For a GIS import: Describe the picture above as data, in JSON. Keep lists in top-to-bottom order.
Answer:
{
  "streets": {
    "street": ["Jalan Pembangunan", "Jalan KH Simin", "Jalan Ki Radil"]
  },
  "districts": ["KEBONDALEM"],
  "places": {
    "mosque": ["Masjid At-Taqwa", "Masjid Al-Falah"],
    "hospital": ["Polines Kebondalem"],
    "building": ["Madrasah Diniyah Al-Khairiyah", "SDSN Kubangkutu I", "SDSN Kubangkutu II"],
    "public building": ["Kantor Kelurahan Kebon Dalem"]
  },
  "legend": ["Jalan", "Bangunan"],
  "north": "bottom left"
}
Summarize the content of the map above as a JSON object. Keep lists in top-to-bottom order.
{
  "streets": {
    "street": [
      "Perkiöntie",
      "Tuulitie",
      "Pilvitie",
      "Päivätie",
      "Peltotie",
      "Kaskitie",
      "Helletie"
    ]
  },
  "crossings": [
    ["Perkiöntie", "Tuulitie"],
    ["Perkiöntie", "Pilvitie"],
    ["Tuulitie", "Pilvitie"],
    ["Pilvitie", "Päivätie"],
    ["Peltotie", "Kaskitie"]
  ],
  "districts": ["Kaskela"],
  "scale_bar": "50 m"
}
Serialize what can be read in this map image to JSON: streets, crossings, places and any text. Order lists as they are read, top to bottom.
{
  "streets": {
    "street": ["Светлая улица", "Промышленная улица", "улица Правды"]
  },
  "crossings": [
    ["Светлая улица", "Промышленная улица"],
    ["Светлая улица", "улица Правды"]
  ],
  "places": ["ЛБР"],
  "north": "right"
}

ACTIVITY →
Retype the line containing "Summarize the content" and each line after it through the end of the listing, exactly, leaving out everything else.

SOLUTION FOR THIS PROBLEM →
Summarize the content of the map above as a JSON object. Keep lists in top-to-bottom order.
{
  "streets": {
    "street": [
      "Perkiöntie",
      "Tuulitie",
      "Pilvitie",
      "Päivätie",
      "Peltotie",
      "Kaskitie",
      "Helletie"
    ]
  },
  "crossings": [
    ["Perkiöntie", "Tuulitie"],
    ["Perkiöntie", "Pilvitie"],
    ["Tuulitie", "Pilvitie"],
    ["Pilvitie", "Päivätie"],
    ["Peltotie", "Kaskitie"]
  ],
  "districts": ["Kaskela"],
  "scale_bar": "50 m"
}
Serialize what can be read in this map image to JSON: streets, crossings, places and any text. Order lists as they are read, top to bottom.
{
  "streets": {
    "street": ["Светлая улица", "Промышленная улица", "улица Правды"]
  },
  "crossings": [
    ["Светлая улица", "Промышленная улица"],
    ["Светлая улица", "улица Правды"]
  ],
  "places": ["ЛБР"],
  "north": "right"
}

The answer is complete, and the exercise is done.